YOUNGSTOWN — Don’t let the line that most of Emma’s acting gigs have been in plays staged above pubs fool you. She is a great actor.

Her award-worthy performances for even smaller audiences include a daughter trying to convince her parents one more time that she will not betray their trust and a rehab patient repentant about her addictive behavior and determined to make a change.

Brandy Johanntges, who plays Emma in Youngstown Playhouse’s production of Duncan Macmillan’s “People, Places & Things,” is great as well. Emma is one of those characters that performers fantasize about getting the opportunity to play, and Johanntges’ commitment to and command of the character is absolute.

In the preview story for the play, director Christopher Fidram described Emma as an unreliable protagonist, and Johanntges manipulates the audience the same way Emma confounds the other characters. She keeps viewers constantly questioning what is true, what’s an intentional lie and what’s a rationalization Emma is using to convince herself of something as well as those around her.

The play opens with Emma’s addictions impairing her work in a production of Anton Chekov’s “The Seagull,” which inspires her to check herself into a rehab center, not so much to get clean but to get a certificate that says she is to assuage the fears of any future directors.

But any recovering addict and the people who help them are used to the lies and manipulations, so her initial choices don’t have much sway with the staff at the center or her fellow patients in group therapy. If Emma is going to master this role, she’s going to have to go deeper.

While Emma overwhelmingly is the dominant character, it’s not the only meaty role in Macmillan’s script.

Emma tells the center’s doctor and therapist that they remind her of her mother, and Molly Galano plays all three roles and creates distinctive but complementary personas for each one. Richard Smiley deftly shifts from bare-chested, babbling rehab patient to Emma’s man-of-few-words father

Stephen Fraley makes his officiousness endearing as a by-the-rules employee at the center.
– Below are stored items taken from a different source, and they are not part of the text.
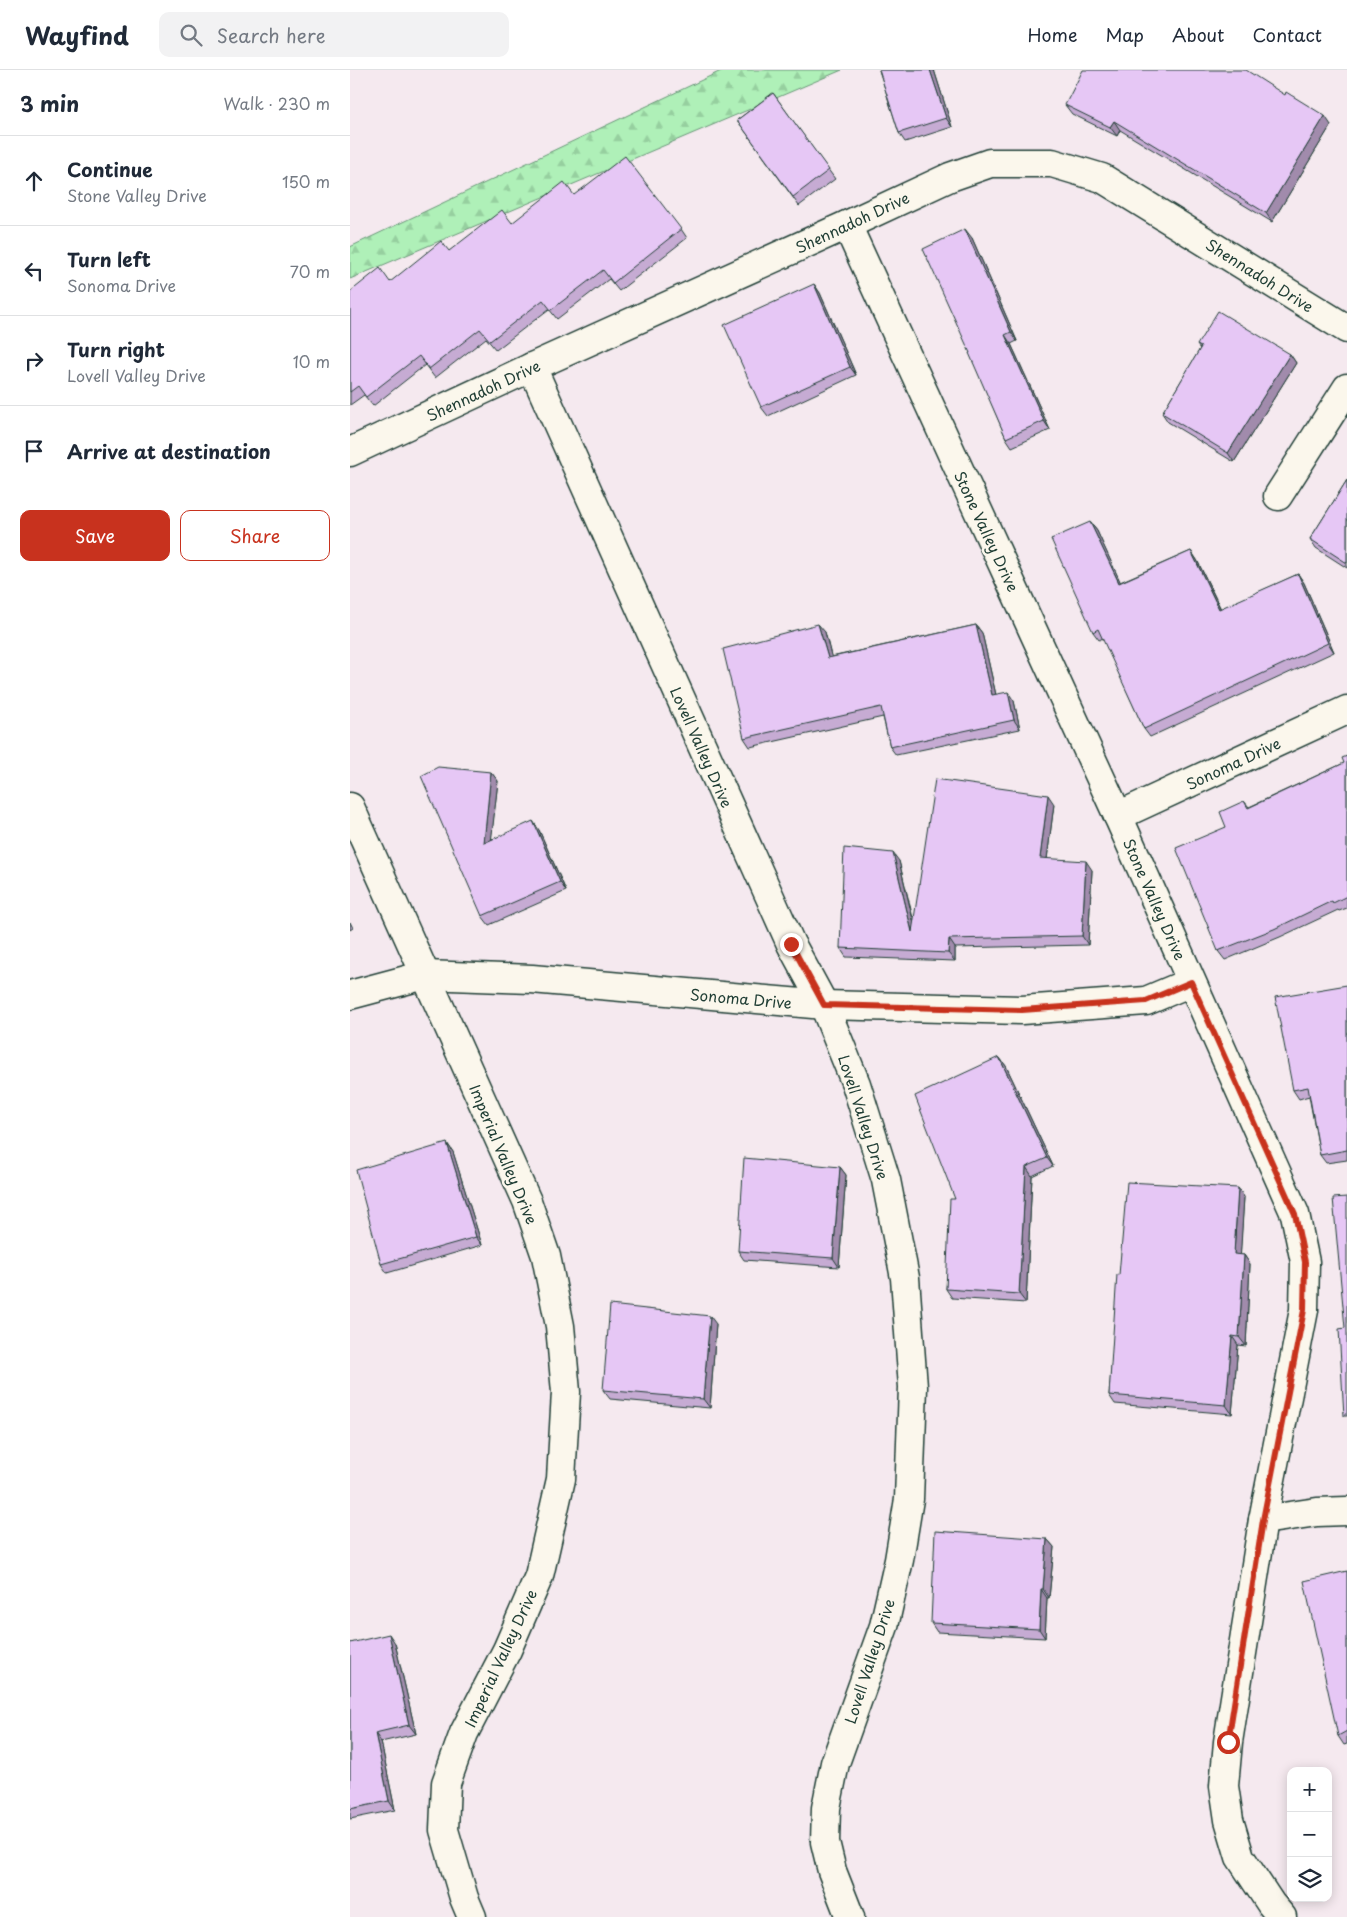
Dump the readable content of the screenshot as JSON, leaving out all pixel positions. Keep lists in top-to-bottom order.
{
  "streets": {
    "street": [
      "Shennadoh Drive",
      "Stone Valley Drive",
      "Lovell Valley Drive",
      "Sonoma Drive",
      "Imperial Valley Drive"
    ]
  },
  "crossings": [
    ["Shennadoh Drive", "Stone Valley Drive"],
    ["Shennadoh Drive", "Lovell Valley Drive"],
    ["Stone Valley Drive", "Sonoma Drive"],
    ["Lovell Valley Drive", "Sonoma Drive"],
    ["Sonoma Drive", "Imperial Valley Drive"]
  ],
  "page": {
    "header": "Wayfind",
    "search": "Search here",
    "nav": [
      "Home",
      "Map",
      "About",
      "Contact"
    ],
    "heading": ["3 min", "Walk · 230 m"],
    "list": [
      ["Continue", "Stone Valley Drive", "150 m"],
      ["Turn left", "Sonoma Drive", "70 m"],
      ["Turn right", "Lovell Valley Drive", "10 m"],
      "Arrive at destination"
    ],
    "buttons": ["Save", "Share"],
    "map_buttons": ["+", "−"]
  }
}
Peter Sherman stands out as the group therapy member who sees through Emma’s lies and devices, but all of the group therapy patients (played by Lisa Torrence, Eric McCrea, Trish Terlesky, Maria Ceraolo, Donovan Rubante) get their moment in Macmillan’s script.

For a show that in many ways is designed as an acting showcase, the technical flourishes are just as impressive.

There’s a bit of stage magic I won’t spoil here that is nightmare inducing. Ellen Licitra’s stunning lighting design transforms the stage from sterile rehab facility to pulsating disco in a flash. It might be the most ambitious lighting design I’ve seen in that space, and it becomes an integral part of the storytelling.

Selective audio cues, from snippets of music to more ominous sounds, help put the audience inside the mind of a detoxing addict. The set design by Johnny Pecano and Fidram uses a few white blocks and minimal set pieces to shape shift for various locales, and Fidram is able to keep the pacing brisk, even in a first act that’s about 85 minutes long.

“People, Places & Things” goes to some dark places, but Saturday’s performance also drew some laughs louder than any comedy that will be staged this season. It’s the kind of show perfectly suited to the Moyer Room, and it’s a fine start to the Playhouse’s second century of theater.